- [WHAT THE EXERCISE ASKS]:
Only lines holding the word "National" are wanted from the records; copy all of them.

*** Opening DATASET EXTRACT ***

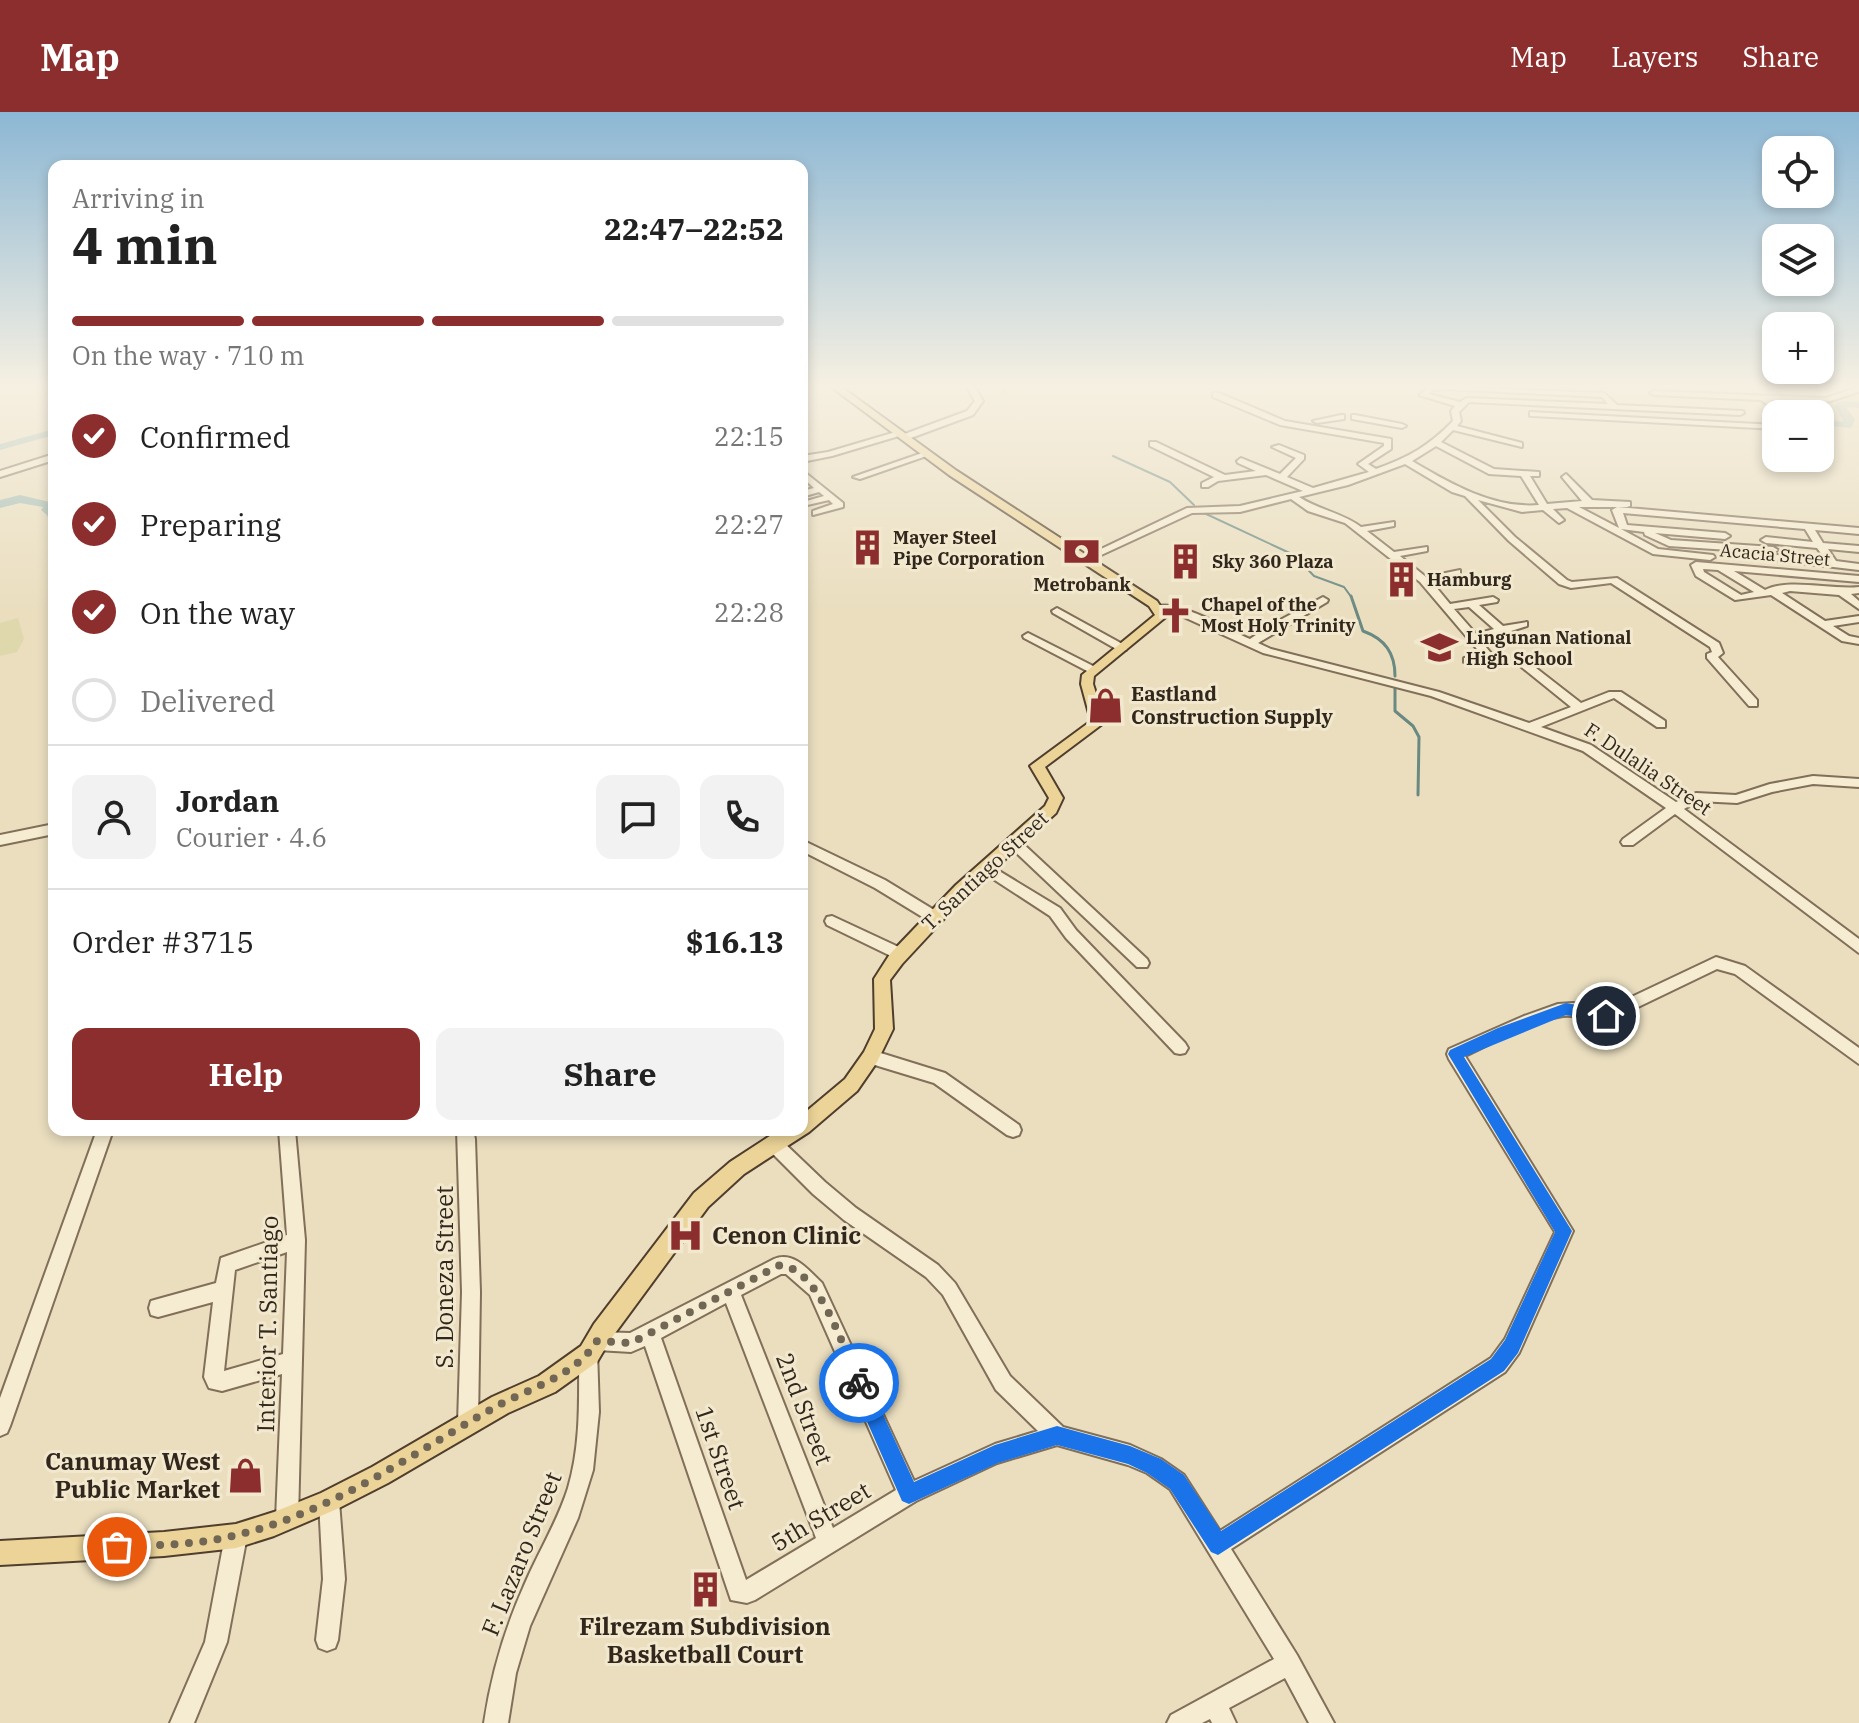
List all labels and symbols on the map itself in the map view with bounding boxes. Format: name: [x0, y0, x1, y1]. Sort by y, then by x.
place label: Mayer Steel Pipe Corporation: [893, 526, 1045, 570]
building icon: Mayer Steel Pipe Corporation: [848, 529, 886, 567]
bank icon: Metrobank: [1063, 532, 1101, 570]
street label: Acacia Street: [1719, 538, 1831, 571]
building icon: Sky 360 Plaza: [1167, 543, 1205, 581]
place label: Sky 360 Plaza: [1212, 550, 1333, 573]
building icon: Hamburg: [1382, 561, 1420, 599]
place label: Hamburg: [1427, 568, 1512, 591]
place label: Metrobank: [1033, 573, 1131, 596]
place label: Chapel of the Most Holy Trinity: [1201, 593, 1356, 637]
church icon: Chapel of the Most Holy Trinity: [1156, 596, 1194, 634]
place label: Lingunan National High School: [1466, 626, 1631, 670]
school or university icon: Lingunan National High School: [1421, 629, 1459, 667]
place label: Eastland Construction Supply: [1131, 680, 1333, 730]
shop icon: Eastland Construction Supply: [1086, 687, 1124, 725]
street label: F. Dulalia Street: [1579, 716, 1717, 821]
street label: T. Santiago Street: [915, 805, 1054, 936]
pin: [1572, 982, 1640, 1050]
street label: S. Doneza Street: [428, 1186, 460, 1368]
street label: Interior T. Santiago: [249, 1215, 285, 1433]
hospital icon: Cenon Clinic: [667, 1217, 705, 1255]
place label: Cenon Clinic: [712, 1219, 861, 1251]
courier: [819, 1343, 899, 1423]
street label: 2nd Street: [769, 1348, 841, 1469]
street label: 1st Street: [688, 1402, 754, 1514]
place label: Canumay West Public Market: [45, 1445, 220, 1505]
shop icon: Canumay West Public Market: [227, 1457, 265, 1495]
street label: F. Lazaro Street: [474, 1467, 569, 1640]
street label: 5th Street: [765, 1474, 876, 1558]
pin: [83, 1513, 151, 1581]
building icon: Filrezam Subdivision Basketball Court: [686, 1571, 724, 1609]
place label: Filrezam Subdivision Basketball Court: [579, 1610, 831, 1670]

*** Closing DATASET EXTRACT ***

- [YOUR SOLUTION]:
place label: Lingunan National High School: [1466, 626, 1631, 670]
school or university icon: Lingunan National High School: [1421, 629, 1459, 667]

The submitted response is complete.